DIRECTIONS FOR THIS TASK ▸
In the entries below, find each line with the word "search" and pull it out.

DATASET ENTRIES ▸
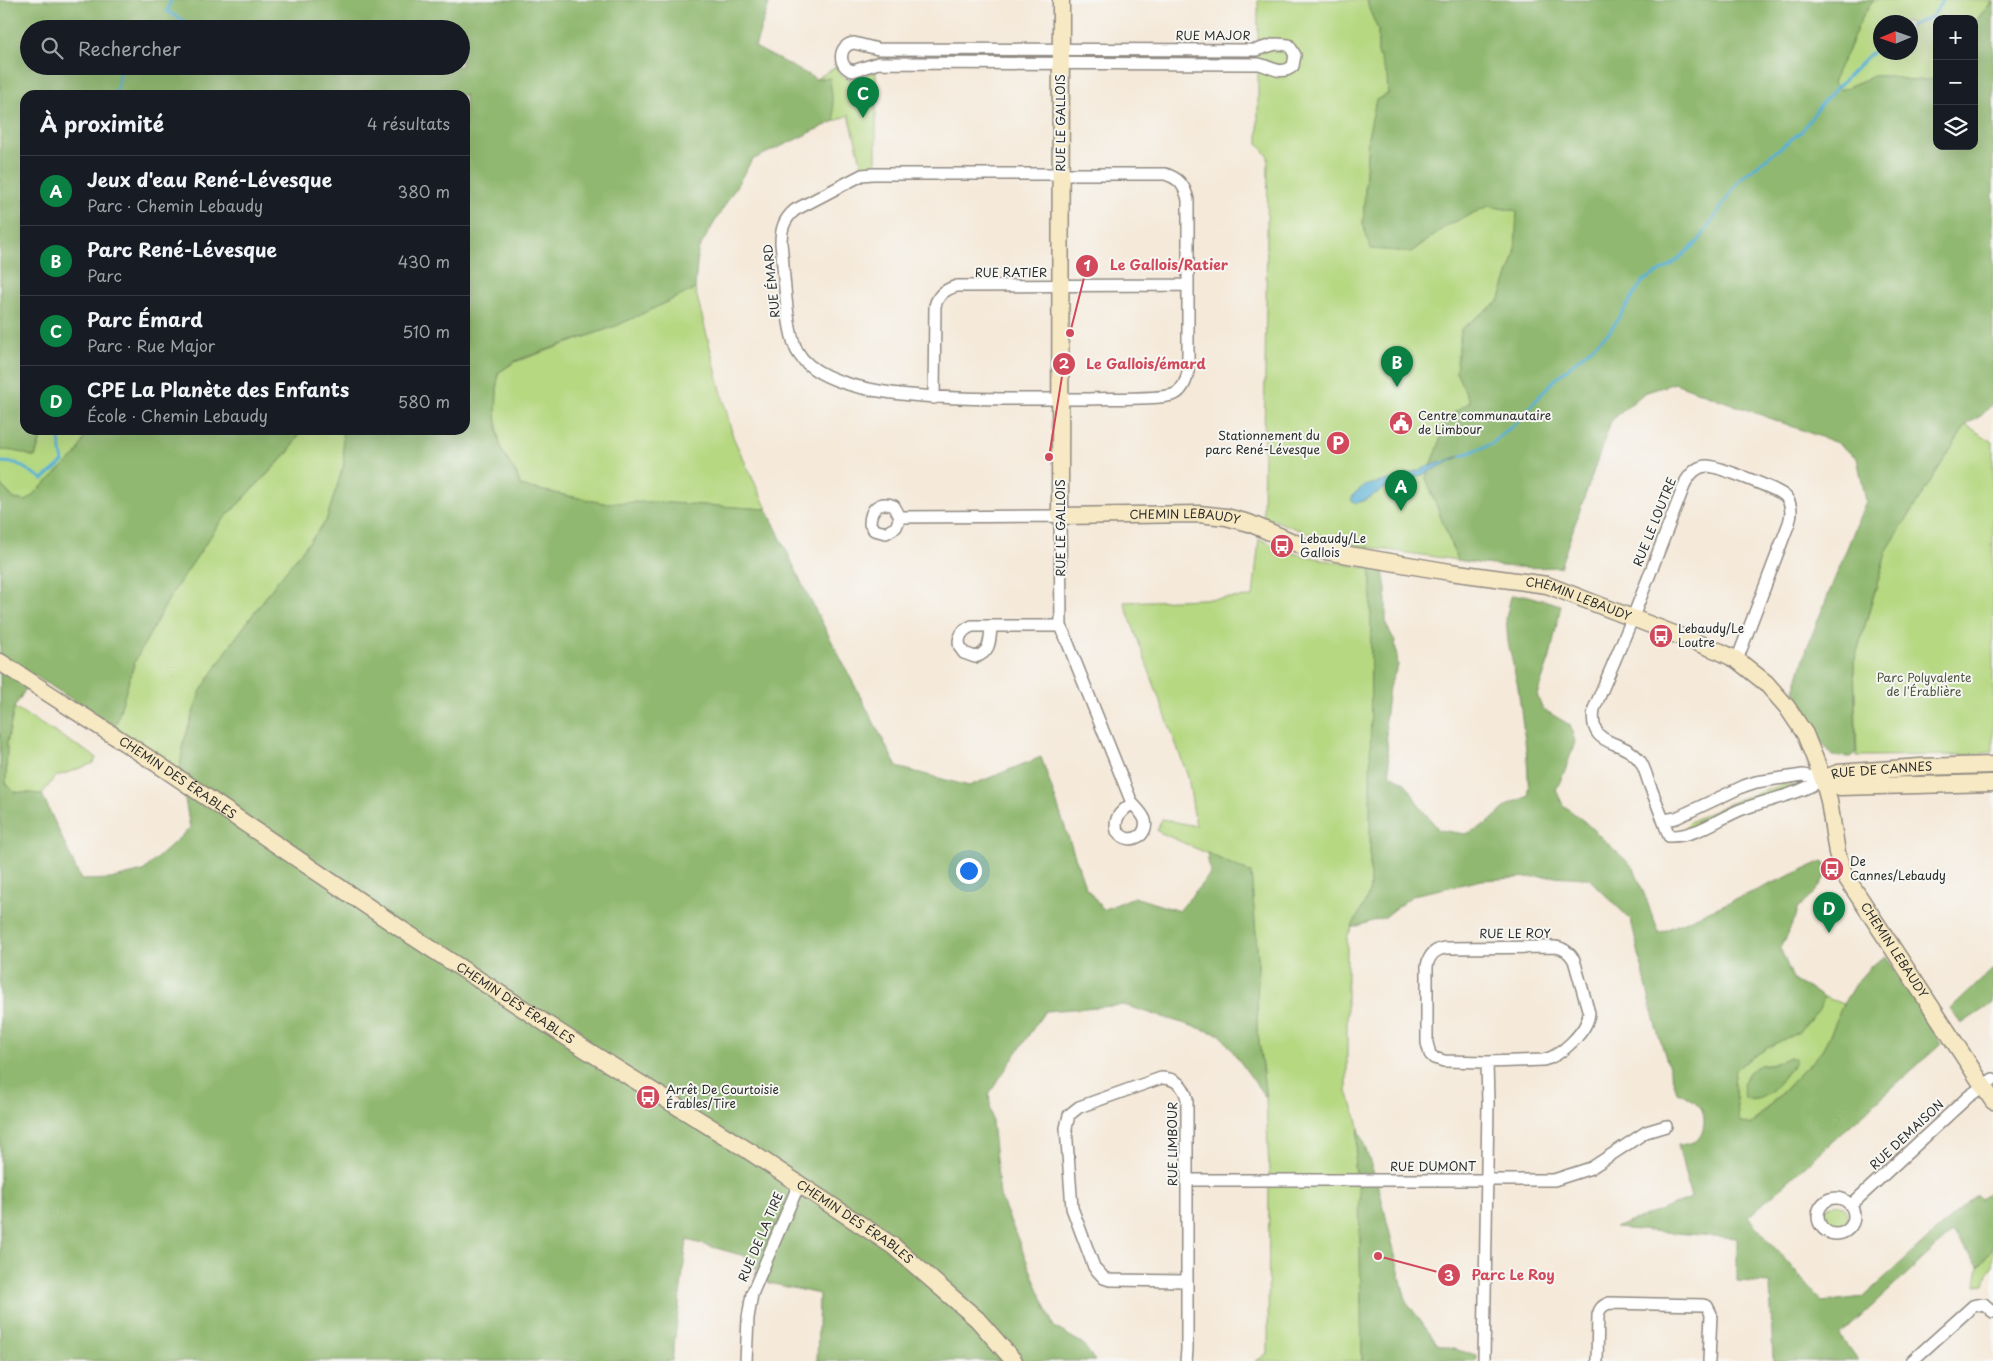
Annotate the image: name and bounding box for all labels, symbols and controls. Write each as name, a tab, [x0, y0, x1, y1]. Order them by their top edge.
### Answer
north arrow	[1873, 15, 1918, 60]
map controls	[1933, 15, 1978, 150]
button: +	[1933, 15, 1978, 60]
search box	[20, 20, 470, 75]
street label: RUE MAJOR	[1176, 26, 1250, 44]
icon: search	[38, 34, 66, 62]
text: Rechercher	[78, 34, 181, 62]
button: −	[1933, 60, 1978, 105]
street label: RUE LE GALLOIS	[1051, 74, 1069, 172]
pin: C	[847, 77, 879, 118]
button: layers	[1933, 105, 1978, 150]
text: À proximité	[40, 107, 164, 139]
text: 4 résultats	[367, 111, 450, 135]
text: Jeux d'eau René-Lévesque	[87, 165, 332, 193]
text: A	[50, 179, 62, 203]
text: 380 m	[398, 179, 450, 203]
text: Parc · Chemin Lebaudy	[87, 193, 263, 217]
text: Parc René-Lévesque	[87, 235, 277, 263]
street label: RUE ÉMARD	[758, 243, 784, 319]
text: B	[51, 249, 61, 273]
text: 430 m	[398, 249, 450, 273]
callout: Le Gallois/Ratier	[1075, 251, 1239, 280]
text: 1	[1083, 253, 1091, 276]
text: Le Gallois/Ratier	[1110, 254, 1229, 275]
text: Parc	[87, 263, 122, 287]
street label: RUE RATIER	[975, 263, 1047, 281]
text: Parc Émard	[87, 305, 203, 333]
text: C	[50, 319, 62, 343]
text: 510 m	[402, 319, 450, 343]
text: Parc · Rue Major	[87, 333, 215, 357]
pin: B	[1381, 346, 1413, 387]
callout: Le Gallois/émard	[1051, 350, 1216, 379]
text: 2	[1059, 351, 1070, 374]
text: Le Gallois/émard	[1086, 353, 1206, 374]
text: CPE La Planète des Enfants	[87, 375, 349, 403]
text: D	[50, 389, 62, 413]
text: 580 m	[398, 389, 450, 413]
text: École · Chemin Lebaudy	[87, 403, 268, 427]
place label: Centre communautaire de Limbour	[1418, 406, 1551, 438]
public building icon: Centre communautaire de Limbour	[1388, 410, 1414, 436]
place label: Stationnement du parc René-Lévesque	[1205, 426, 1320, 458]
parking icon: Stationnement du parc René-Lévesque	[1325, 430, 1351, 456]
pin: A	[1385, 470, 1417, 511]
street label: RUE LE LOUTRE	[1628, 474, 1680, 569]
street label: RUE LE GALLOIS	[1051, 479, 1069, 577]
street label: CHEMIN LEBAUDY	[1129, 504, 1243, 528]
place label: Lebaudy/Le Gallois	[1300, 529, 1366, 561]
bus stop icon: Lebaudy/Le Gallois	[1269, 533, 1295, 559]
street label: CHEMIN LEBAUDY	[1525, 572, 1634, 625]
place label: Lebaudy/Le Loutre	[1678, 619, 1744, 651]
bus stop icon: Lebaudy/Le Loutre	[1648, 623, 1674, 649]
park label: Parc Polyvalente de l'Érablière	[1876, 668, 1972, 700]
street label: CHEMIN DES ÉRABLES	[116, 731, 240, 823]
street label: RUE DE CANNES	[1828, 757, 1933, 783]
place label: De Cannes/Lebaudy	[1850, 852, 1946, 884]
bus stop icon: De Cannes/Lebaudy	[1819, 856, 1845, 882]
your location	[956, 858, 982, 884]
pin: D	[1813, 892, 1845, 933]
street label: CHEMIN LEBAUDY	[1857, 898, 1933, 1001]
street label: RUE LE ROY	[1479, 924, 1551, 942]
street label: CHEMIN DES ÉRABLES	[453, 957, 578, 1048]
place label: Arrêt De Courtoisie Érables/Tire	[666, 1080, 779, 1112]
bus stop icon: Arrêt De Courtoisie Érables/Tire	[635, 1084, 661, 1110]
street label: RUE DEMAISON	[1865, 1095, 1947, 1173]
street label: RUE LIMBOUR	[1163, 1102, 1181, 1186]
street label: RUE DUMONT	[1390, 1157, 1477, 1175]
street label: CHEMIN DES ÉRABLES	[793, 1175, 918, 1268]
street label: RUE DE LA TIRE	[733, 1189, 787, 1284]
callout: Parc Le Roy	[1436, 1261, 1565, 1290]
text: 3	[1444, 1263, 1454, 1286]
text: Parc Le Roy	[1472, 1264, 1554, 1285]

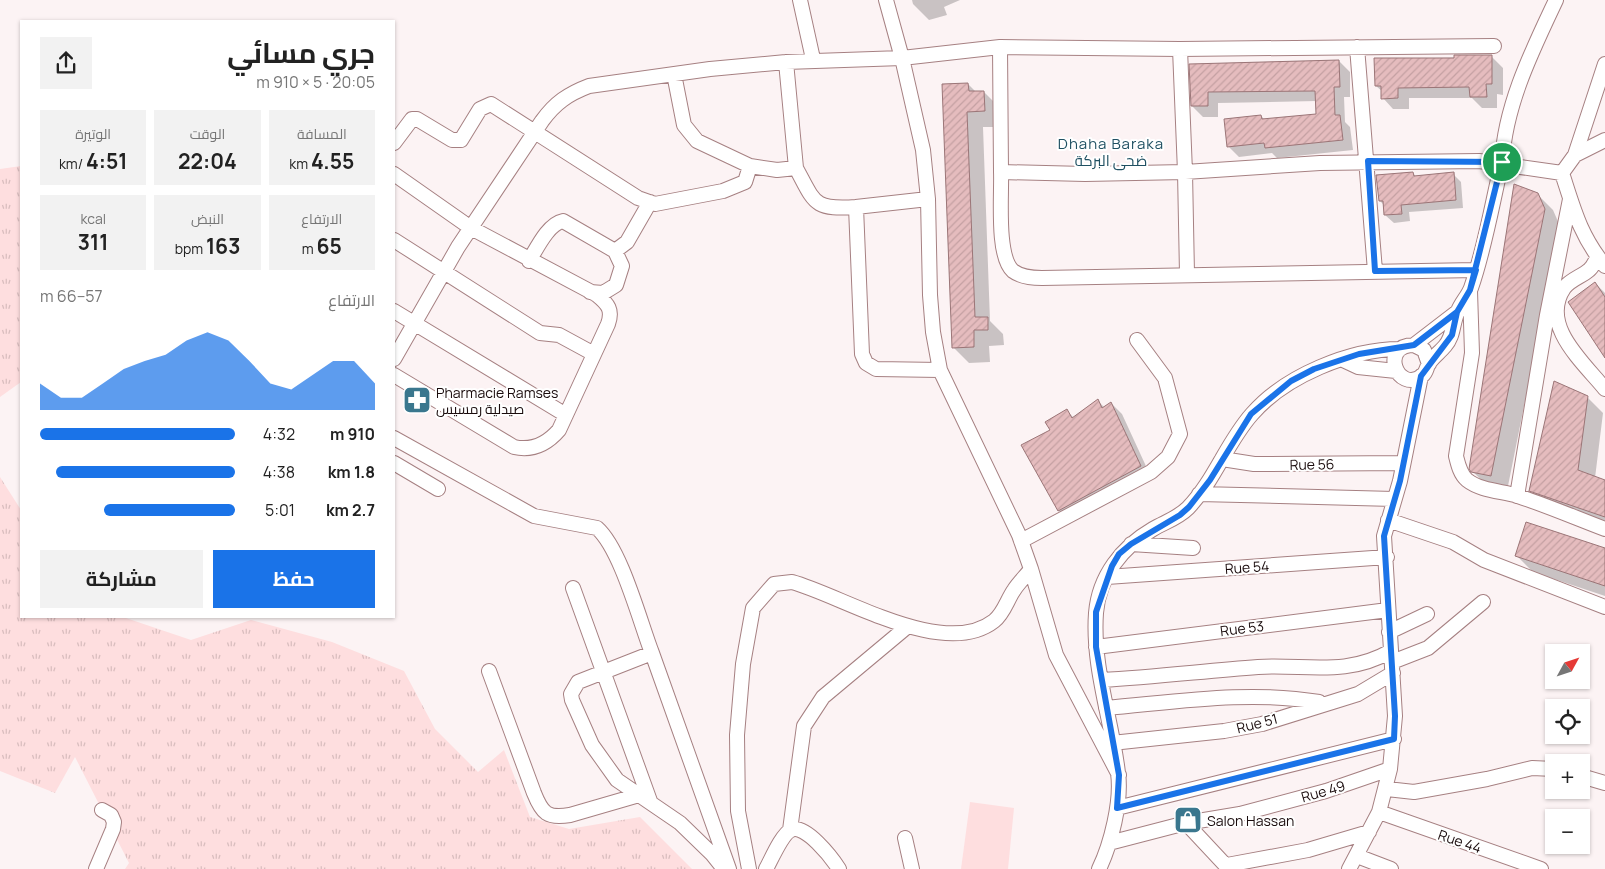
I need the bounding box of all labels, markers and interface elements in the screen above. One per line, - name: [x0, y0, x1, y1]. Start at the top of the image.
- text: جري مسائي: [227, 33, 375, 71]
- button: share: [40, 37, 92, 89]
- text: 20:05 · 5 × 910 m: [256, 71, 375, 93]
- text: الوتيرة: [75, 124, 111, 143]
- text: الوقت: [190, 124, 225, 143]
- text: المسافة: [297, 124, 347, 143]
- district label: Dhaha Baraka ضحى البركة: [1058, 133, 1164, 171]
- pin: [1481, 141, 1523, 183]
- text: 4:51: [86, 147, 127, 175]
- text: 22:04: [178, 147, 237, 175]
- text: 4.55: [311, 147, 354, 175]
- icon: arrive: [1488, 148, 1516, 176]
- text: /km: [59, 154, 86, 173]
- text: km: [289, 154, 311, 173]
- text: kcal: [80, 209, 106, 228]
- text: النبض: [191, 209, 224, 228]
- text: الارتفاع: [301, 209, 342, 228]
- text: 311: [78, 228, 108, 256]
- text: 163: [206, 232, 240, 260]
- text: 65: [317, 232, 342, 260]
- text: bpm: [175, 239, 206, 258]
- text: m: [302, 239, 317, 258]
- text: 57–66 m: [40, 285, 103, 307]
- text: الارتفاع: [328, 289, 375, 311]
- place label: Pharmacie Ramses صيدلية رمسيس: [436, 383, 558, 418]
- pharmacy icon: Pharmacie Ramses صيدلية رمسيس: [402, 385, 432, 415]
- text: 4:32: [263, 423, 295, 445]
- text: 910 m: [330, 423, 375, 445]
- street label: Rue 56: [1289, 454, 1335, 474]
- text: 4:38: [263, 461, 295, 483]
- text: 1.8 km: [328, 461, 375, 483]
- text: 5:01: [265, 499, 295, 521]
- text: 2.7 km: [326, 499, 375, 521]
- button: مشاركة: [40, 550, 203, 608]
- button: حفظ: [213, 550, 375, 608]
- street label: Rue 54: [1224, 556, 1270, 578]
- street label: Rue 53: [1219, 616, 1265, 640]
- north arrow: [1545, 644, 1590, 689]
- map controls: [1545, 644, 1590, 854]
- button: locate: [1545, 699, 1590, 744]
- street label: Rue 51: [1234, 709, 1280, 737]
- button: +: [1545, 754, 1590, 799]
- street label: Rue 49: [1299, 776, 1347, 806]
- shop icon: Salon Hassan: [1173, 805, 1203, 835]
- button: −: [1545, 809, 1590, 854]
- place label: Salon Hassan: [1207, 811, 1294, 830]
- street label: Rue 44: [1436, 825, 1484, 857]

EXERCISE OUTPUT ▸
search box	[20, 20, 470, 75]
icon: search	[38, 34, 66, 62]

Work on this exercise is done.